Env — the Gym-style base

alphaapollo/core/environments/informal_math_training/core.py defines the minimal Env[ObsType, ActType] generic class:

  • step(action)EnvStepOutput containing observations, reward, done, metadata.
  • init(**kwargs) — initialize the environment.
  • close() — clean up resources.

BaseTextEnv — tool-aware text environment

alphaapollo/core/environments/informal_math_training/base_text_env.py extends Env[str, str] with tool management:

  • init_tool_groups(tool_groups) — registers one or more ToolGroup instances.
  • _execute_tool(group_name, tool_name, tool_input) — dispatches a tool call by looking up the correct group and invoking the named tool.
  • Returns BaseTextEnvStepOutput with an additional postprocessed_action field.

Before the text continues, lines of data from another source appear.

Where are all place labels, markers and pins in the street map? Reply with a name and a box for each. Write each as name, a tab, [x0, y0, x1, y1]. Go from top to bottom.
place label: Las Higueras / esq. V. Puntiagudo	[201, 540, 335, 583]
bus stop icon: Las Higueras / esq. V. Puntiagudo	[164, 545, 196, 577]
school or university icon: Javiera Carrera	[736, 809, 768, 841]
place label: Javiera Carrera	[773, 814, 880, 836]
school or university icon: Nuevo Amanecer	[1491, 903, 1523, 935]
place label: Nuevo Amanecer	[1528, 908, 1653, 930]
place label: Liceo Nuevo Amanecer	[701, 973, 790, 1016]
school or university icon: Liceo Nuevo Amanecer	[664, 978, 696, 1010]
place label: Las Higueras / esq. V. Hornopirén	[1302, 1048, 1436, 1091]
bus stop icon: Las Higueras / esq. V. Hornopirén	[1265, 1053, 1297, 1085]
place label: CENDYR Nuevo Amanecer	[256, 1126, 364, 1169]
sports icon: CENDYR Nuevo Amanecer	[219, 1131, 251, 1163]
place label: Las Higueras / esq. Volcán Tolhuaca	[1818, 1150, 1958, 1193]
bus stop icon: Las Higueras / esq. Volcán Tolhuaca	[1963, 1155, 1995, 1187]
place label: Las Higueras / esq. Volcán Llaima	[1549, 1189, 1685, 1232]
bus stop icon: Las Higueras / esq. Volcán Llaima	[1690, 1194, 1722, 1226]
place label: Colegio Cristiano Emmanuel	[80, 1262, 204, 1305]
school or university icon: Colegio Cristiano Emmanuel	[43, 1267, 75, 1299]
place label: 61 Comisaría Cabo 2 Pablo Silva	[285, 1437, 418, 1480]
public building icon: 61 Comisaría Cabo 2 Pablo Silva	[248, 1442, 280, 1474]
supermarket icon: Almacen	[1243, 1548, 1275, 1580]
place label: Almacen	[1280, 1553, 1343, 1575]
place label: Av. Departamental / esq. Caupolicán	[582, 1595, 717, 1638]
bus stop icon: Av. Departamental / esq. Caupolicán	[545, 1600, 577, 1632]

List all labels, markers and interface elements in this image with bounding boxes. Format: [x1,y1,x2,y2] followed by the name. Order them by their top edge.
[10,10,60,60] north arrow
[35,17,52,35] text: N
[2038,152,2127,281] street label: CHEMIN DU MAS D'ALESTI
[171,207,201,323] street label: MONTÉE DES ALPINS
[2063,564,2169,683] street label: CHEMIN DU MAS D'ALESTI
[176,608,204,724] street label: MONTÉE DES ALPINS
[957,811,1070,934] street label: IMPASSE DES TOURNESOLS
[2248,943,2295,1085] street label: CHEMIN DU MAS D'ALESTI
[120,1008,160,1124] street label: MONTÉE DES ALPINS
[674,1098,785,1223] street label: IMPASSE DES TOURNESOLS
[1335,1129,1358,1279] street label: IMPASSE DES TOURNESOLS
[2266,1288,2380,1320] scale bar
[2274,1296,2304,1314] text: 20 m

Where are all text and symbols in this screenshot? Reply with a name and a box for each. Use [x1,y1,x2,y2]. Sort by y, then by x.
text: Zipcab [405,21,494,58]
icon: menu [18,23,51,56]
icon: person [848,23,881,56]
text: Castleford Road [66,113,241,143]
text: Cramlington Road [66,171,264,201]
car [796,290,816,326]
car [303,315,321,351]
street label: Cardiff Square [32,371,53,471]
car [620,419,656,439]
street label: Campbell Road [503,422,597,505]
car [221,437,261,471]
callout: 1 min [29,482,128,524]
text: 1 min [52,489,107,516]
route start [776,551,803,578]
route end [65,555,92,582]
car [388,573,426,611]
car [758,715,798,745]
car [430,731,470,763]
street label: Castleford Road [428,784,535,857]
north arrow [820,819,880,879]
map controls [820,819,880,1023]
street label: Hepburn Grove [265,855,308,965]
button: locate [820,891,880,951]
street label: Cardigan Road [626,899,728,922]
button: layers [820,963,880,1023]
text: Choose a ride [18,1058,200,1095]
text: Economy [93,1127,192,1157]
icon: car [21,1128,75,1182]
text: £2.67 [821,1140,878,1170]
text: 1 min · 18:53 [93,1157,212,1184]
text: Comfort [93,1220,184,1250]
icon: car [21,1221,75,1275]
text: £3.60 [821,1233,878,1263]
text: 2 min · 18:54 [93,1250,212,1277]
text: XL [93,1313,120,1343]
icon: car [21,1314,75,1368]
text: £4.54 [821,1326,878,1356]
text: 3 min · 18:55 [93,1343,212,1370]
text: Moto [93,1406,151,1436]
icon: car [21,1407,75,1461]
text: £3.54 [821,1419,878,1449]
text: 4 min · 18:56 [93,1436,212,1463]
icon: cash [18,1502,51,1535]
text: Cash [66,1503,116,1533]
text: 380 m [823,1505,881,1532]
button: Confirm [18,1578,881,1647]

InformalMathEnv — domain environment

alphaapollo/core/environments/informal_math_training/env.py implements the concrete math-solving environment:

  • Tool patternsTOOL_PATTERNS is an extensible list of (tool_name, regex_pattern) tuples covering python_code and local_rag.
  • Reset — sets the question, ground truth, and max steps; initializes the chat history.
  • Step — parses the model's action with _parse_action(), checks termination via _is_done(), executes matched tools, and returns observations.
  • Reward_get_reward() calls compute_score() on termination (binary 0/1); intermediate steps yield no reward.
  • RAG hint — if a python_code execution fails (score = 0) and RAG is enabled, the environment appends a suggestion to try the RAG tool.

Vectorized Parallel Environments

alphaapollo/core/environments/informal_math_training/envs.py provides InformalMathTrainingMultiProcessEnv, which runs multiple environment instances in parallel using a ThreadPoolExecutor:

  • batch_size = env_num × group_n — total number of concurrent environments.
  • reset(kwargs) / step(actions) — broadcast operations across all instances with automatic padding and valid_mask tracking.
  • close() — shuts down the thread pool and event loops.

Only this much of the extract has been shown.